╔══

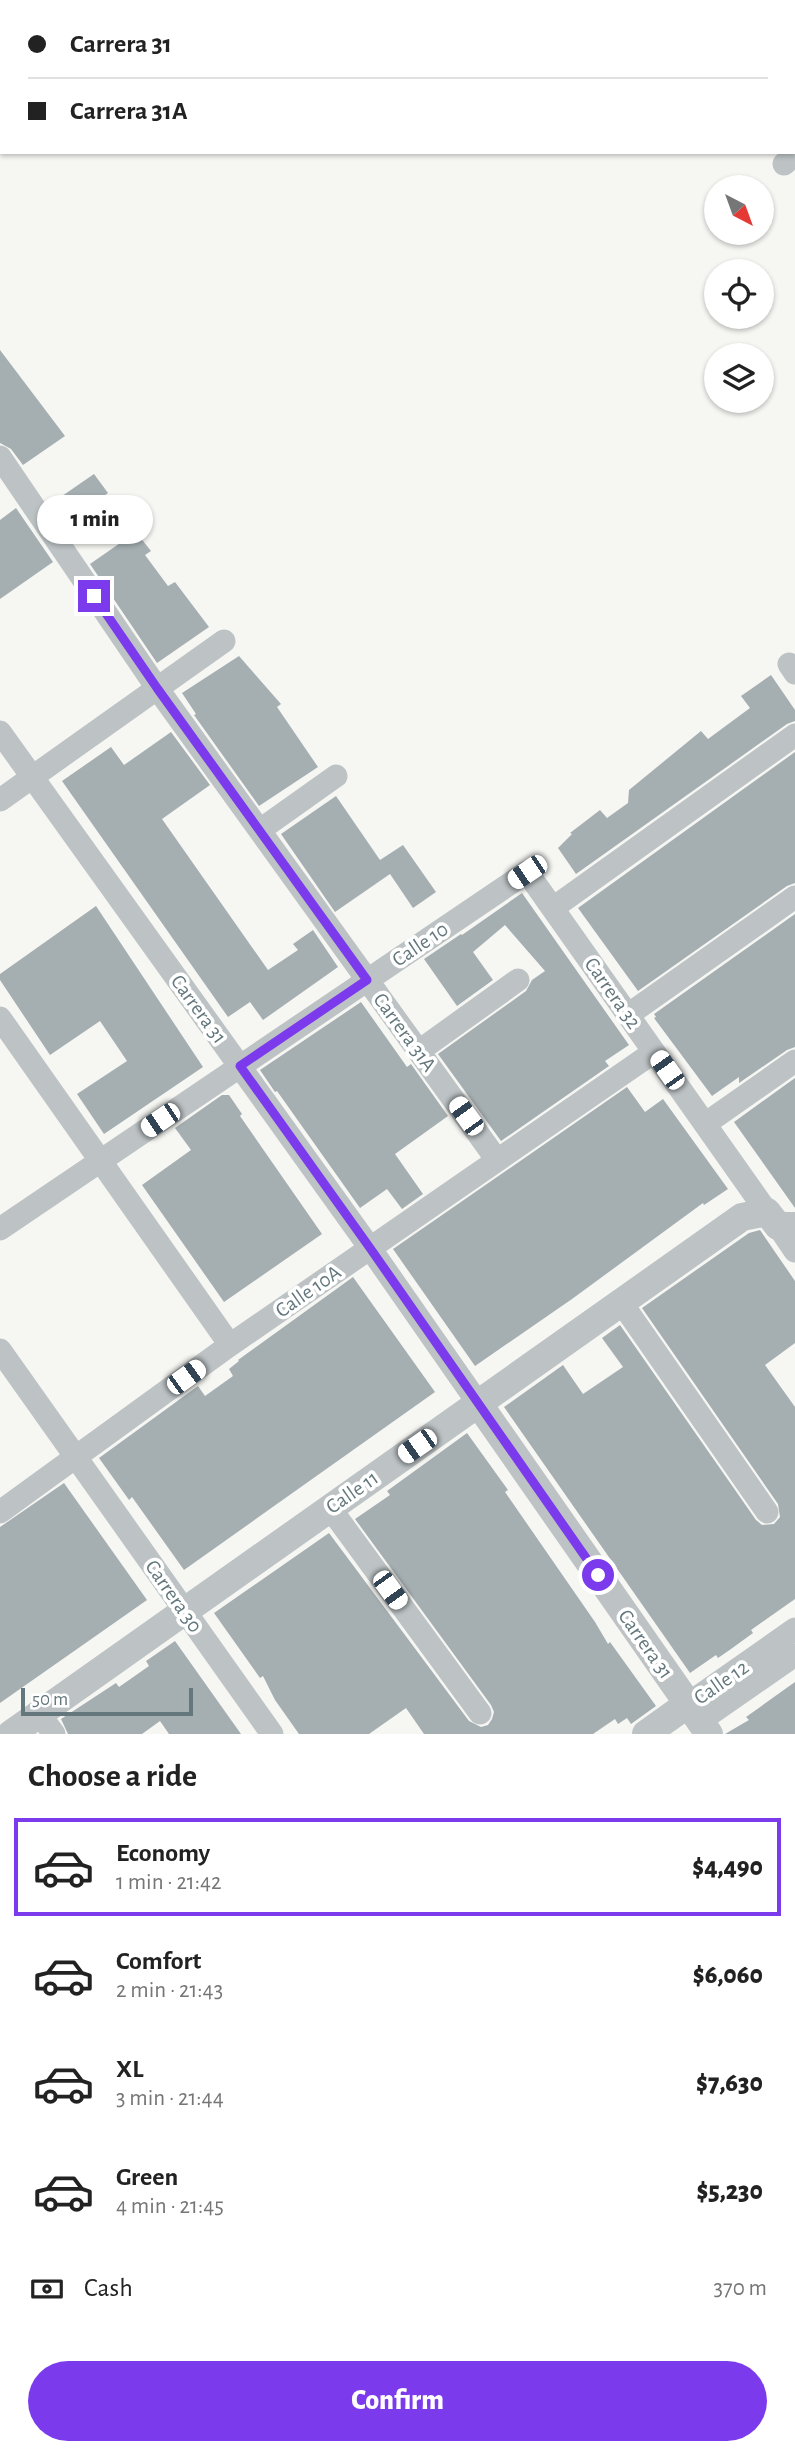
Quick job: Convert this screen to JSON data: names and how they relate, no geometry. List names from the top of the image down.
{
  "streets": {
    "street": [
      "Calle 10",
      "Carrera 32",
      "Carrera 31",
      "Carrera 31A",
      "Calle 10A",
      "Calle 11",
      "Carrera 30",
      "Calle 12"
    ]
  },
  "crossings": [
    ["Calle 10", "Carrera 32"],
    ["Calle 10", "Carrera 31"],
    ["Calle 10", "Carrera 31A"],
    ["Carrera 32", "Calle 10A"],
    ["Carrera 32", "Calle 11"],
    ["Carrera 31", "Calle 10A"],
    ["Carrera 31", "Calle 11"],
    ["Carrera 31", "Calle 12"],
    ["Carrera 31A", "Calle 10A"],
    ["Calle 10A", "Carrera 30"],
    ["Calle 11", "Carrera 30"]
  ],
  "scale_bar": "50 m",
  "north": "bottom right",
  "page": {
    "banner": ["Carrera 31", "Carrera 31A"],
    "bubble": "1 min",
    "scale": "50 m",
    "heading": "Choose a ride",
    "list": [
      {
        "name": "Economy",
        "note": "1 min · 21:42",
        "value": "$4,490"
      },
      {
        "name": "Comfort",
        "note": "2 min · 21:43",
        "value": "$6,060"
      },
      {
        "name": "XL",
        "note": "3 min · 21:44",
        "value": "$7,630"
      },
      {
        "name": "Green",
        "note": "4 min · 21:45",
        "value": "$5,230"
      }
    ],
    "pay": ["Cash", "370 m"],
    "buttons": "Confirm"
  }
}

╚══

# About this task
Pictures stay out; everything else in the listing above is to be repeated exactly.

# Task solution
Quick job: Convert this screen to JSON data: names and how they relate, no geometry. List names from the top of the image down.
{
  "streets": {
    "street": [
      "Calle 10",
      "Carrera 32",
      "Carrera 31",
      "Carrera 31A",
      "Calle 10A",
      "Calle 11",
      "Carrera 30",
      "Calle 12"
    ]
  },
  "crossings": [
    ["Calle 10", "Carrera 32"],
    ["Calle 10", "Carrera 31"],
    ["Calle 10", "Carrera 31A"],
    ["Carrera 32", "Calle 10A"],
    ["Carrera 32", "Calle 11"],
    ["Carrera 31", "Calle 10A"],
    ["Carrera 31", "Calle 11"],
    ["Carrera 31", "Calle 12"],
    ["Carrera 31A", "Calle 10A"],
    ["Calle 10A", "Carrera 30"],
    ["Calle 11", "Carrera 30"]
  ],
  "scale_bar": "50 m",
  "north": "bottom right",
  "page": {
    "banner": ["Carrera 31", "Carrera 31A"],
    "bubble": "1 min",
    "scale": "50 m",
    "heading": "Choose a ride",
    "list": [
      {
        "name": "Economy",
        "note": "1 min · 21:42",
        "value": "$4,490"
      },
      {
        "name": "Comfort",
        "note": "2 min · 21:43",
        "value": "$6,060"
      },
      {
        "name": "XL",
        "note": "3 min · 21:44",
        "value": "$7,630"
      },
      {
        "name": "Green",
        "note": "4 min · 21:45",
        "value": "$5,230"
      }
    ],
    "pay": ["Cash", "370 m"],
    "buttons": "Confirm"
  }
}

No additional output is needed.